* [Provided data]
Segment Open
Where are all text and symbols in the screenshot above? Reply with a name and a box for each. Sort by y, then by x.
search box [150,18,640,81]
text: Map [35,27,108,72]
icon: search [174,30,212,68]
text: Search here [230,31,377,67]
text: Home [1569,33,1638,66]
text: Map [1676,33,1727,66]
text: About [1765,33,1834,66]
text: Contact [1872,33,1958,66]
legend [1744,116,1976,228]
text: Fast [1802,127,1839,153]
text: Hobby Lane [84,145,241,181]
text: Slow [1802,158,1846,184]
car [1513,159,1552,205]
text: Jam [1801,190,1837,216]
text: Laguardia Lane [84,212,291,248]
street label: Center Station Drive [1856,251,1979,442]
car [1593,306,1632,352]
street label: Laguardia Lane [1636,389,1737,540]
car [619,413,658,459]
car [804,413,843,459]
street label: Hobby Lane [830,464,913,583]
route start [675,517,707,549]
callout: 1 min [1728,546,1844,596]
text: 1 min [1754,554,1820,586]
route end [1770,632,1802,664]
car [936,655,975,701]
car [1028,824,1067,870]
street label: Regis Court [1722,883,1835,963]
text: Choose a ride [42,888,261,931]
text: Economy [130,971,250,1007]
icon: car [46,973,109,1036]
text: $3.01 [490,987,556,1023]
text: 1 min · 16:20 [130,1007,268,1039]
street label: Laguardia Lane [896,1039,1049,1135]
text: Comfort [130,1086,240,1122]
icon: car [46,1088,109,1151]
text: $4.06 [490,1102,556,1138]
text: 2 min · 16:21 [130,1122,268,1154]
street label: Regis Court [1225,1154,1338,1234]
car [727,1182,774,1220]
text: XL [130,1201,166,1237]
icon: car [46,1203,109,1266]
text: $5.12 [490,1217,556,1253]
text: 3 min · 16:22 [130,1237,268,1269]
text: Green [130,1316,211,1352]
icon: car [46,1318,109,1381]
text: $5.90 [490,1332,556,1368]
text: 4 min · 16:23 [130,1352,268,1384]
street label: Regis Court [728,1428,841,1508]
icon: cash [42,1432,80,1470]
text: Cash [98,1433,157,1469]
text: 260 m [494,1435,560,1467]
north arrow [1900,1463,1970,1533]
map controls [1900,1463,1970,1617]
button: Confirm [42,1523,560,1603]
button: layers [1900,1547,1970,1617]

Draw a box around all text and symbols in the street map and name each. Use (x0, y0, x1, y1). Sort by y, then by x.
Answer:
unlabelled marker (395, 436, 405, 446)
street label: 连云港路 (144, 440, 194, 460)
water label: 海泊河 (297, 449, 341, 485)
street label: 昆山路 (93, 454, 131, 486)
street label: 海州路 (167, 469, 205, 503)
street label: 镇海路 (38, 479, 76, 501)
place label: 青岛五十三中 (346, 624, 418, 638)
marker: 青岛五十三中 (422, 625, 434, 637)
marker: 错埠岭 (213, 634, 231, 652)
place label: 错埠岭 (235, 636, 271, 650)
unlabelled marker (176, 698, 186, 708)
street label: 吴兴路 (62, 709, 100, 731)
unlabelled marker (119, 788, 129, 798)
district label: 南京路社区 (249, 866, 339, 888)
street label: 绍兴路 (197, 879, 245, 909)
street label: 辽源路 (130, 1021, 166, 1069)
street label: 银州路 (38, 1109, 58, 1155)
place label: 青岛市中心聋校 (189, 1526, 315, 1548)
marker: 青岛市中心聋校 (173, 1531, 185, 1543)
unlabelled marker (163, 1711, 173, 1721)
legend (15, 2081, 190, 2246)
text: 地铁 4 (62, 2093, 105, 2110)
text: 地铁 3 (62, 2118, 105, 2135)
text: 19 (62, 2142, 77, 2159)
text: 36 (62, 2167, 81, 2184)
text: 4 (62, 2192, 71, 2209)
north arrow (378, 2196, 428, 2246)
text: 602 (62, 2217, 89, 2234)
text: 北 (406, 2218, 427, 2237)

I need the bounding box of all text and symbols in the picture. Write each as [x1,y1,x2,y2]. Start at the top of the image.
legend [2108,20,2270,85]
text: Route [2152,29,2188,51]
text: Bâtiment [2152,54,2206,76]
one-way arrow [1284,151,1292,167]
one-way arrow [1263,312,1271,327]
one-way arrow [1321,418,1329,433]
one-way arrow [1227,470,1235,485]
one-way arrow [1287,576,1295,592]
Segment Closed
Every single entry above has to be copied exactly.

* [Reply]
Where are all text and symbols in the screenshot above? Reply with a name and a box for each. Sort by y, then by x.
search box [150,18,640,81]
text: Map [35,27,108,72]
icon: search [174,30,212,68]
text: Search here [230,31,377,67]
text: Home [1569,33,1638,66]
text: Map [1676,33,1727,66]
text: About [1765,33,1834,66]
text: Contact [1872,33,1958,66]
legend [1744,116,1976,228]
text: Fast [1802,127,1839,153]
text: Hobby Lane [84,145,241,181]
text: Slow [1802,158,1846,184]
car [1513,159,1552,205]
text: Jam [1801,190,1837,216]
text: Laguardia Lane [84,212,291,248]
street label: Center Station Drive [1856,251,1979,442]
car [1593,306,1632,352]
street label: Laguardia Lane [1636,389,1737,540]
car [619,413,658,459]
car [804,413,843,459]
street label: Hobby Lane [830,464,913,583]
route start [675,517,707,549]
callout: 1 min [1728,546,1844,596]
text: 1 min [1754,554,1820,586]
route end [1770,632,1802,664]
car [936,655,975,701]
car [1028,824,1067,870]
street label: Regis Court [1722,883,1835,963]
text: Choose a ride [42,888,261,931]
text: Economy [130,971,250,1007]
icon: car [46,973,109,1036]
text: $3.01 [490,987,556,1023]
text: 1 min · 16:20 [130,1007,268,1039]
street label: Laguardia Lane [896,1039,1049,1135]
text: Comfort [130,1086,240,1122]
icon: car [46,1088,109,1151]
text: $4.06 [490,1102,556,1138]
text: 2 min · 16:21 [130,1122,268,1154]
street label: Regis Court [1225,1154,1338,1234]
car [727,1182,774,1220]
text: XL [130,1201,166,1237]
icon: car [46,1203,109,1266]
text: $5.12 [490,1217,556,1253]
text: 3 min · 16:22 [130,1237,268,1269]
text: Green [130,1316,211,1352]
icon: car [46,1318,109,1381]
text: $5.90 [490,1332,556,1368]
text: 4 min · 16:23 [130,1352,268,1384]
street label: Regis Court [728,1428,841,1508]
icon: cash [42,1432,80,1470]
text: Cash [98,1433,157,1469]
text: 260 m [494,1435,560,1467]
north arrow [1900,1463,1970,1533]
map controls [1900,1463,1970,1617]
button: Confirm [42,1523,560,1603]
button: layers [1900,1547,1970,1617]

Draw a box around all text and symbols in the street map and name each. Use (x0, y0, x1, y1). Sort by y, then by x.
Answer:
unlabelled marker (395, 436, 405, 446)
street label: 连云港路 (144, 440, 194, 460)
water label: 海泊河 (297, 449, 341, 485)
street label: 昆山路 (93, 454, 131, 486)
street label: 海州路 (167, 469, 205, 503)
street label: 镇海路 (38, 479, 76, 501)
place label: 青岛五十三中 (346, 624, 418, 638)
marker: 青岛五十三中 (422, 625, 434, 637)
marker: 错埠岭 (213, 634, 231, 652)
place label: 错埠岭 (235, 636, 271, 650)
unlabelled marker (176, 698, 186, 708)
street label: 吴兴路 (62, 709, 100, 731)
unlabelled marker (119, 788, 129, 798)
district label: 南京路社区 (249, 866, 339, 888)
street label: 绍兴路 (197, 879, 245, 909)
street label: 辽源路 (130, 1021, 166, 1069)
street label: 银州路 (38, 1109, 58, 1155)
place label: 青岛市中心聋校 (189, 1526, 315, 1548)
marker: 青岛市中心聋校 (173, 1531, 185, 1543)
unlabelled marker (163, 1711, 173, 1721)
legend (15, 2081, 190, 2246)
text: 地铁 4 (62, 2093, 105, 2110)
text: 地铁 3 (62, 2118, 105, 2135)
text: 19 (62, 2142, 77, 2159)
text: 36 (62, 2167, 81, 2184)
text: 4 (62, 2192, 71, 2209)
north arrow (378, 2196, 428, 2246)
text: 602 (62, 2217, 89, 2234)
text: 北 (406, 2218, 427, 2237)

I need the bounding box of all text and symbols in the picture. Write each as [x1,y1,x2,y2]. Start at the top of the image.
legend [2108,20,2270,85]
text: Route [2152,29,2188,51]
text: Bâtiment [2152,54,2206,76]
one-way arrow [1284,151,1292,167]
one-way arrow [1263,312,1271,327]
one-way arrow [1321,418,1329,433]
one-way arrow [1227,470,1235,485]
one-way arrow [1287,576,1295,592]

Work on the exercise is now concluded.